Nutrition and dietetics
We seem to be in the midst of a war against sugar, with so many dietitians, writers, celebrities and politicians joining the fight. But what about salt? Is it still bad for us? And are all salts - Himalayan pink salt, flavoured salt, truffle salt - the same? Dietitian Amy Ekin explains why we need to watch our salt intake.

Salt, however it is named or packaged, is salt and too much is not good for us despite its form or colour.

Why is too much salt bad?

Salt is essential for our body function, however too much salt can increase blood pressure which in turn puts your heart at risk.

Excess salt in the diet can also cause fluid retention, osteoporosis and kidney stones.

What foods contain salt?

Salt is found naturally in almost every food. You can easily get your daily requirement from the natural salts found in fresh foods without having to add it to your meals.

Over 75 per cent of the salt we eat comes from processed foods. It is used as a preservative in packaged goods such as tinned, frozen and dried goods and is present in breads, cheese, takeaway foods and processed meats.

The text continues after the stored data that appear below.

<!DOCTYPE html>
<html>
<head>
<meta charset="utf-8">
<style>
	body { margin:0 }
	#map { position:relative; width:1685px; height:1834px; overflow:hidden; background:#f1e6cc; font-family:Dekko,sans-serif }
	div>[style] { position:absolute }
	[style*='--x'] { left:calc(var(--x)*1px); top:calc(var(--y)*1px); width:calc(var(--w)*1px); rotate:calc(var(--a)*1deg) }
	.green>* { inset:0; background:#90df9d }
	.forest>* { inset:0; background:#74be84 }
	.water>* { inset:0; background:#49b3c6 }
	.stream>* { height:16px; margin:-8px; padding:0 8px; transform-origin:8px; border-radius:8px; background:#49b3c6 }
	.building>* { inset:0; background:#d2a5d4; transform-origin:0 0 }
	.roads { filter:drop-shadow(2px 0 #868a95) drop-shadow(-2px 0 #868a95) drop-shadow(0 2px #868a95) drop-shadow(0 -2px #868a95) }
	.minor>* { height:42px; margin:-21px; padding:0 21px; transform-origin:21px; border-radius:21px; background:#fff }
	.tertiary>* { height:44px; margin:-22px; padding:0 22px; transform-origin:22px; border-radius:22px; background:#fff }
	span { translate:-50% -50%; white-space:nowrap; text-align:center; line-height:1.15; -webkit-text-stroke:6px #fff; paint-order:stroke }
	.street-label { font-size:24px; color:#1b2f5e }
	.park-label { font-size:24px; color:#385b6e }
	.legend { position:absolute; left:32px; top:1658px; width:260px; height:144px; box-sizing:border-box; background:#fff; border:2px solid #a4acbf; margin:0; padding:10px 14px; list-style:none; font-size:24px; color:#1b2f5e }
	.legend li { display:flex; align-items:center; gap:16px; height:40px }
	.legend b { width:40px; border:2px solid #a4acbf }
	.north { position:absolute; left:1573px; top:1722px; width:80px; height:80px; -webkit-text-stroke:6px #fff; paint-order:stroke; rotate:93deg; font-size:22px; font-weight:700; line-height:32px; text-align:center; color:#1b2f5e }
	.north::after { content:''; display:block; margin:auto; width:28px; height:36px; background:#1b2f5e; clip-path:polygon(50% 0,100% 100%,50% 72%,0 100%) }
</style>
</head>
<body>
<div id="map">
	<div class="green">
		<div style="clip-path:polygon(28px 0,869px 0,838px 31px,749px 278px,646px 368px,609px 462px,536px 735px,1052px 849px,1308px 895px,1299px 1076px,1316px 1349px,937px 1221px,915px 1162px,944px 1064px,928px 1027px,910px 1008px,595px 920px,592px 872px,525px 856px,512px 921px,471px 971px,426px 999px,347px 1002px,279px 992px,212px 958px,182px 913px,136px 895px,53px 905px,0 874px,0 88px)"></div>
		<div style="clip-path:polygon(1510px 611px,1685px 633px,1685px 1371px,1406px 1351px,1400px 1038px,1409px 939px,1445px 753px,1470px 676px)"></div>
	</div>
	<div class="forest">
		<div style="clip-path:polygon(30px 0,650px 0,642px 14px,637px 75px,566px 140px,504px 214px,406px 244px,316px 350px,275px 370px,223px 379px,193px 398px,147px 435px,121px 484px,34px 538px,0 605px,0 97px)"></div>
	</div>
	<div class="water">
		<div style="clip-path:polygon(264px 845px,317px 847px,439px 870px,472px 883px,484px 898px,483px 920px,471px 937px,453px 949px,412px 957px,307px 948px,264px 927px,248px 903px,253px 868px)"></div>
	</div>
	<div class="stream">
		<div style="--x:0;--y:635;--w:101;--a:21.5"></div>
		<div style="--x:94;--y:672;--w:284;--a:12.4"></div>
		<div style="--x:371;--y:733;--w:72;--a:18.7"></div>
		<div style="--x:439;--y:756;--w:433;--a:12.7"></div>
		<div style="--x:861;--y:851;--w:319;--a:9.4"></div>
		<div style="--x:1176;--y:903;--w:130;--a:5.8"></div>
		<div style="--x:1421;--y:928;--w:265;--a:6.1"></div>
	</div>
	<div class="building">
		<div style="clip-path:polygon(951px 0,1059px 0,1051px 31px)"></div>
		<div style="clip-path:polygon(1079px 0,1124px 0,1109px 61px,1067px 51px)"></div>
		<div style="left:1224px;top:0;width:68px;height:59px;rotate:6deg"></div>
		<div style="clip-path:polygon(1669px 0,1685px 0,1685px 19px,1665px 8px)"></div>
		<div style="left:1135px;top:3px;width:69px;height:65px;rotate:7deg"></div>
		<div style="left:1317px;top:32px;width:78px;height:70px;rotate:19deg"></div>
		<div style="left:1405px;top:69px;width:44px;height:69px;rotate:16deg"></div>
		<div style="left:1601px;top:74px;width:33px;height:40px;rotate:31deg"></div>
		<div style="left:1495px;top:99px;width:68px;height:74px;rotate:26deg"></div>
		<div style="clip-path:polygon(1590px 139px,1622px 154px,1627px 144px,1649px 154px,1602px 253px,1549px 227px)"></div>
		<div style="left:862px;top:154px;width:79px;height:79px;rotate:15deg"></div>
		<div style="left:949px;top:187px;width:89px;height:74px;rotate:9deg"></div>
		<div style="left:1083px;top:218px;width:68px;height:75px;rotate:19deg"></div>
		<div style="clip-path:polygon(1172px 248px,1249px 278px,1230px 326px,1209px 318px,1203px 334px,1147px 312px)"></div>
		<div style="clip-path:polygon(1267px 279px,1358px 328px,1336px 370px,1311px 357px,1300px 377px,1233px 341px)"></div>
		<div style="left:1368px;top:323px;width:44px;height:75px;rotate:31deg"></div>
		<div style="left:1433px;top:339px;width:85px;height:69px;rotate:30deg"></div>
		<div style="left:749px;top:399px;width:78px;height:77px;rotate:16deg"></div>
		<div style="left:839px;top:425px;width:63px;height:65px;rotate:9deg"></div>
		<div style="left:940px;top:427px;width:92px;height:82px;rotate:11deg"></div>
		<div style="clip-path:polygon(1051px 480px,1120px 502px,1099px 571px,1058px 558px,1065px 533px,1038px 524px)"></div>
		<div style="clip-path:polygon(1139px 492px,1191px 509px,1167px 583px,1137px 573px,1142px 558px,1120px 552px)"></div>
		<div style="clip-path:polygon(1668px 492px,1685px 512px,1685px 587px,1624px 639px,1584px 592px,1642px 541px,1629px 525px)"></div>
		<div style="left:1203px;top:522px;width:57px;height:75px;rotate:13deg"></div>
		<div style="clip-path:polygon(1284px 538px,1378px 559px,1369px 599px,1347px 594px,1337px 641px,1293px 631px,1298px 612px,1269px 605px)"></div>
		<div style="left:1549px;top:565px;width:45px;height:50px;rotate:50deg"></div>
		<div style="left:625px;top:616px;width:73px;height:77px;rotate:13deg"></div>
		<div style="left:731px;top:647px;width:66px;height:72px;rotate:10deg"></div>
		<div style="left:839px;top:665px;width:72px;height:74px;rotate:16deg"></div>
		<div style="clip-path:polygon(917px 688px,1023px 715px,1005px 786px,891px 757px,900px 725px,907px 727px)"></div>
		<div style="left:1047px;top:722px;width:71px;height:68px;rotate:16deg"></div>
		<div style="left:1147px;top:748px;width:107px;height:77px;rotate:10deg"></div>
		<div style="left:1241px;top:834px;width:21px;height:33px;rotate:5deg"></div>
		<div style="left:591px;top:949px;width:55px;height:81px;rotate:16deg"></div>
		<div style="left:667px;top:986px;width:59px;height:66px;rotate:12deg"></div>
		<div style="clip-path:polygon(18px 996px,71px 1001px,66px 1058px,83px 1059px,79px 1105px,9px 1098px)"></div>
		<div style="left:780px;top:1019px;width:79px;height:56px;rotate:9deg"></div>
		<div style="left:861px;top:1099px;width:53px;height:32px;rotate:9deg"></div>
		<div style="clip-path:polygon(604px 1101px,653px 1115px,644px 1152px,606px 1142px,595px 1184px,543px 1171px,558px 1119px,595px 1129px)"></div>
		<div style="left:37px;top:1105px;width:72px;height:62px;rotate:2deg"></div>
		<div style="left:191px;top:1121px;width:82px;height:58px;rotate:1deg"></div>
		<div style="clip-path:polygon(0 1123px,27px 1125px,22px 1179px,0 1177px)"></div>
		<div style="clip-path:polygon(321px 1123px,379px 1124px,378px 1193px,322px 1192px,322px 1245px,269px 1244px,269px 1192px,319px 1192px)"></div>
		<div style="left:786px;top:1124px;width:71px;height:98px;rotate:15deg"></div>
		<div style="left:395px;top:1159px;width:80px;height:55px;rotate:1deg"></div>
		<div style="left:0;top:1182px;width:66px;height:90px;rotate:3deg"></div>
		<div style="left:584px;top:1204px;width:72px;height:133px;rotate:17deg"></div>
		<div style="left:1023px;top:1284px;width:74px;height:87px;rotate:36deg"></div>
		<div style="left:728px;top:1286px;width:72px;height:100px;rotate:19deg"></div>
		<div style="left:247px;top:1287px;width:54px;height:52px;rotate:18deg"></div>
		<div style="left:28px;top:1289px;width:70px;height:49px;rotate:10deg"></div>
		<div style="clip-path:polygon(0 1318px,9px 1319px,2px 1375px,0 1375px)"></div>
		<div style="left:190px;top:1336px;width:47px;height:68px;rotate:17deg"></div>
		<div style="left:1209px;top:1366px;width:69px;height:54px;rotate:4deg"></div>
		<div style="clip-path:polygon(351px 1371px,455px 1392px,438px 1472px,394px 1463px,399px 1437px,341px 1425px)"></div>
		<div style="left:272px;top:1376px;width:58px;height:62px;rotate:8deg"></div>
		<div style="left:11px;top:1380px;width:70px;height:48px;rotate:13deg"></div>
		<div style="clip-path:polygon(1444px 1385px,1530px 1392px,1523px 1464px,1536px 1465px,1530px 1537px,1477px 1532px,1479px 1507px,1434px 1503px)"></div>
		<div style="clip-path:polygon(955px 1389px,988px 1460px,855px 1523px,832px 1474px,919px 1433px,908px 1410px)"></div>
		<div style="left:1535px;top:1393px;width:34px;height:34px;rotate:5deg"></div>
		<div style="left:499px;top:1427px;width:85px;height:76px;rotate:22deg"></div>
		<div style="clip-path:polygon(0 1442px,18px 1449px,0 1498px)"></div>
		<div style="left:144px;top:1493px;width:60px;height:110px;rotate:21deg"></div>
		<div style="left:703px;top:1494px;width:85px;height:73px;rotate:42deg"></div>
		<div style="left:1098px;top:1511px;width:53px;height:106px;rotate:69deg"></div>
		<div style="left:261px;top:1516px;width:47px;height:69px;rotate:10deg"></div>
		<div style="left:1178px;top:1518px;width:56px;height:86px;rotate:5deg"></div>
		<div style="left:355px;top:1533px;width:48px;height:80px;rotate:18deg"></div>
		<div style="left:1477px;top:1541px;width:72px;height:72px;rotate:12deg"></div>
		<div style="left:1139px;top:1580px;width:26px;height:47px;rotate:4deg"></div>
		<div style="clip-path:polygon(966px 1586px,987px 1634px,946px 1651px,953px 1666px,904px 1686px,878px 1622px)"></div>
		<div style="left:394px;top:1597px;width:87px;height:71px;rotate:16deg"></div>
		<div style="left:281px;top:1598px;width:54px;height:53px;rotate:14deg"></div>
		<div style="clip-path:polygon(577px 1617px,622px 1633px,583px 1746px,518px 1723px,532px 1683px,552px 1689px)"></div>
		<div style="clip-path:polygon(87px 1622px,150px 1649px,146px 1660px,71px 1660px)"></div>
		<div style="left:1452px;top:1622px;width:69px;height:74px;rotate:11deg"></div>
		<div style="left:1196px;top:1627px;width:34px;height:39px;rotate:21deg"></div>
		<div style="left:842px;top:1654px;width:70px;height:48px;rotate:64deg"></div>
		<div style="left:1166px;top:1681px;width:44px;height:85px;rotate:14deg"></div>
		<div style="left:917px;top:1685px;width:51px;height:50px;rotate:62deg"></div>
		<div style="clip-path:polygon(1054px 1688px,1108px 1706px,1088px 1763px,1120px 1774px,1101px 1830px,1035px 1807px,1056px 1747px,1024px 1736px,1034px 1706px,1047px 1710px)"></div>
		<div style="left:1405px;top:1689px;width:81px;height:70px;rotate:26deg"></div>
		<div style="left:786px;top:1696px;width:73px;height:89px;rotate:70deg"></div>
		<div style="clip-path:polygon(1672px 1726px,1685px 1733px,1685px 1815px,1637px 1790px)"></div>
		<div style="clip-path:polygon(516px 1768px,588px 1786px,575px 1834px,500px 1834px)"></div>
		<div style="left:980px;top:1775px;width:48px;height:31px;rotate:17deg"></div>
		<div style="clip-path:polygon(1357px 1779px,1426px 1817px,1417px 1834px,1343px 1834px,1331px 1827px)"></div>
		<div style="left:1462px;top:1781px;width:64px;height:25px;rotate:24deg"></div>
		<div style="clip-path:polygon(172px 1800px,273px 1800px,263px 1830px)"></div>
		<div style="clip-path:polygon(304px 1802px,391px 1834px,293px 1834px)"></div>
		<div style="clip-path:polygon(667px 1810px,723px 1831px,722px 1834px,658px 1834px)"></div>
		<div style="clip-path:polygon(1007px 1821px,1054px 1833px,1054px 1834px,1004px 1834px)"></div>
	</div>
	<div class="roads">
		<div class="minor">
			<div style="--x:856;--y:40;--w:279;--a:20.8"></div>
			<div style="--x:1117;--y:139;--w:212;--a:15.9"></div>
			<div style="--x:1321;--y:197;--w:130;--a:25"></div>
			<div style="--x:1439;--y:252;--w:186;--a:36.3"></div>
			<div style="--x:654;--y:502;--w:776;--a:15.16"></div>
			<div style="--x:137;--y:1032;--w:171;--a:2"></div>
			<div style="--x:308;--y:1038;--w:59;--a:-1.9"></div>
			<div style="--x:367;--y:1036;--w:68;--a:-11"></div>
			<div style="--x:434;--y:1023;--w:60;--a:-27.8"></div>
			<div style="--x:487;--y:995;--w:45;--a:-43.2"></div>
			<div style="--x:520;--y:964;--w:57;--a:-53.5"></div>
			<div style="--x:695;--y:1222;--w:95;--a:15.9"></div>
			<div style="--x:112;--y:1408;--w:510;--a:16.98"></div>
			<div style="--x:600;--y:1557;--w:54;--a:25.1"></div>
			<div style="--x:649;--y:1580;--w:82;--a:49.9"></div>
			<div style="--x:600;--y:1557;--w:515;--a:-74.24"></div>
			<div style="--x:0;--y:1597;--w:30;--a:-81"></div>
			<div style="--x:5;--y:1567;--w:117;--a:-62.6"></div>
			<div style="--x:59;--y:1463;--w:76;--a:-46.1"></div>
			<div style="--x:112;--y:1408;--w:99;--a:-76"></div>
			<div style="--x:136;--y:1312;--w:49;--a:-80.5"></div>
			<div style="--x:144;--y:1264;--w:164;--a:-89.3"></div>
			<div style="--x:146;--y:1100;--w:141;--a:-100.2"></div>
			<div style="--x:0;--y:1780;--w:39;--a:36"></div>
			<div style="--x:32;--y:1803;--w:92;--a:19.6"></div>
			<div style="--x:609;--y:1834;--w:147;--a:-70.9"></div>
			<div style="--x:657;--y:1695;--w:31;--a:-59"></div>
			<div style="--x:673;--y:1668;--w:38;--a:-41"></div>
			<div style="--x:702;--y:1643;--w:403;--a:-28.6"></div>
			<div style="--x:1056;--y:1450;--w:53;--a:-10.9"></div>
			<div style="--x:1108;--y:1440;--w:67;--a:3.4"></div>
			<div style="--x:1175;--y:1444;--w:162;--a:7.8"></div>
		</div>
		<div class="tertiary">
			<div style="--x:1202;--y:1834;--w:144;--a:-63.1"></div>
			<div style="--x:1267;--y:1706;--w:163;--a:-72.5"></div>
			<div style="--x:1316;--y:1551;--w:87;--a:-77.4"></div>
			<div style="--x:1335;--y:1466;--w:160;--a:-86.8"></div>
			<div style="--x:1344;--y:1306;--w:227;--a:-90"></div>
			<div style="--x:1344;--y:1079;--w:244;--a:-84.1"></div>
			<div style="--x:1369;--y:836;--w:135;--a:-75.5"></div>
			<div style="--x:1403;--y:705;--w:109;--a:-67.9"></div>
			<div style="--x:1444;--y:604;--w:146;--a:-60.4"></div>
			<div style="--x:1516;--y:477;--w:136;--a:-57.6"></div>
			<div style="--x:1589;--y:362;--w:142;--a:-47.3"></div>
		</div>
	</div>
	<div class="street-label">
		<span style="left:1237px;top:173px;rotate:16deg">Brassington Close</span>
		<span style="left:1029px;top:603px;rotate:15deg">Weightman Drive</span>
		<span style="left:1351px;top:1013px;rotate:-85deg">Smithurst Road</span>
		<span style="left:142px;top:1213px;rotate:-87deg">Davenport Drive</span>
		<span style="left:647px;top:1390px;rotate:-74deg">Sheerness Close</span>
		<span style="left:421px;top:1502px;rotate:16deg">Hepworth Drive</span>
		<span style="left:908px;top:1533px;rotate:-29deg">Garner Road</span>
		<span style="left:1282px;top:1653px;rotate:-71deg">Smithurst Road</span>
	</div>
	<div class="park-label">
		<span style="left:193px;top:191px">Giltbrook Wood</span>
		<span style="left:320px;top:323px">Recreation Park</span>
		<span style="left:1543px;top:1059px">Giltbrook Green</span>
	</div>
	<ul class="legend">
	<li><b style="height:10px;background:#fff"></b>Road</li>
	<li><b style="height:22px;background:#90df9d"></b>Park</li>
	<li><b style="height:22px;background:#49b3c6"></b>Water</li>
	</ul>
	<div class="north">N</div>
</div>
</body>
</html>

When selecting packaged goods always check the food label and select foods with less than 120mg per serve and avoid products containing more than 400mg per 100g serve.

The recommended average daily intake of salt is less than 6 grams (2300 milligrams sodium). But, the average Australian has about 9 grams of salt (3450 milligrams of sodium) every day.

Tips to help you reduce your salt intake

It can be difficult to reduce your salt intake, so do it gradually and your tastebuds will adjust to a lower salt diet within four to six weeks.

Try adding lemon, fresh or dried herbs and spices, which have their own health benefits, to flavour your meals without salt.

Focussing on a diet with plenty of fresh foods such as fruit, vegetables, lean meat and low fat dairy and less packaged goods will help reduce your salt intake.

Amy Ekin dietitian St John of God Mt Lawley Hospital
Amy Ekin - Senior Dietitian

Amy Ekin is a Senior Dietitian at St John of God Mt Lawley Hospital.

She has worked across many specialties during her career including oncology, surgical and medical. She is passionate about providing nutrition support to patients to aid recovery to get patients home and living their best life possible.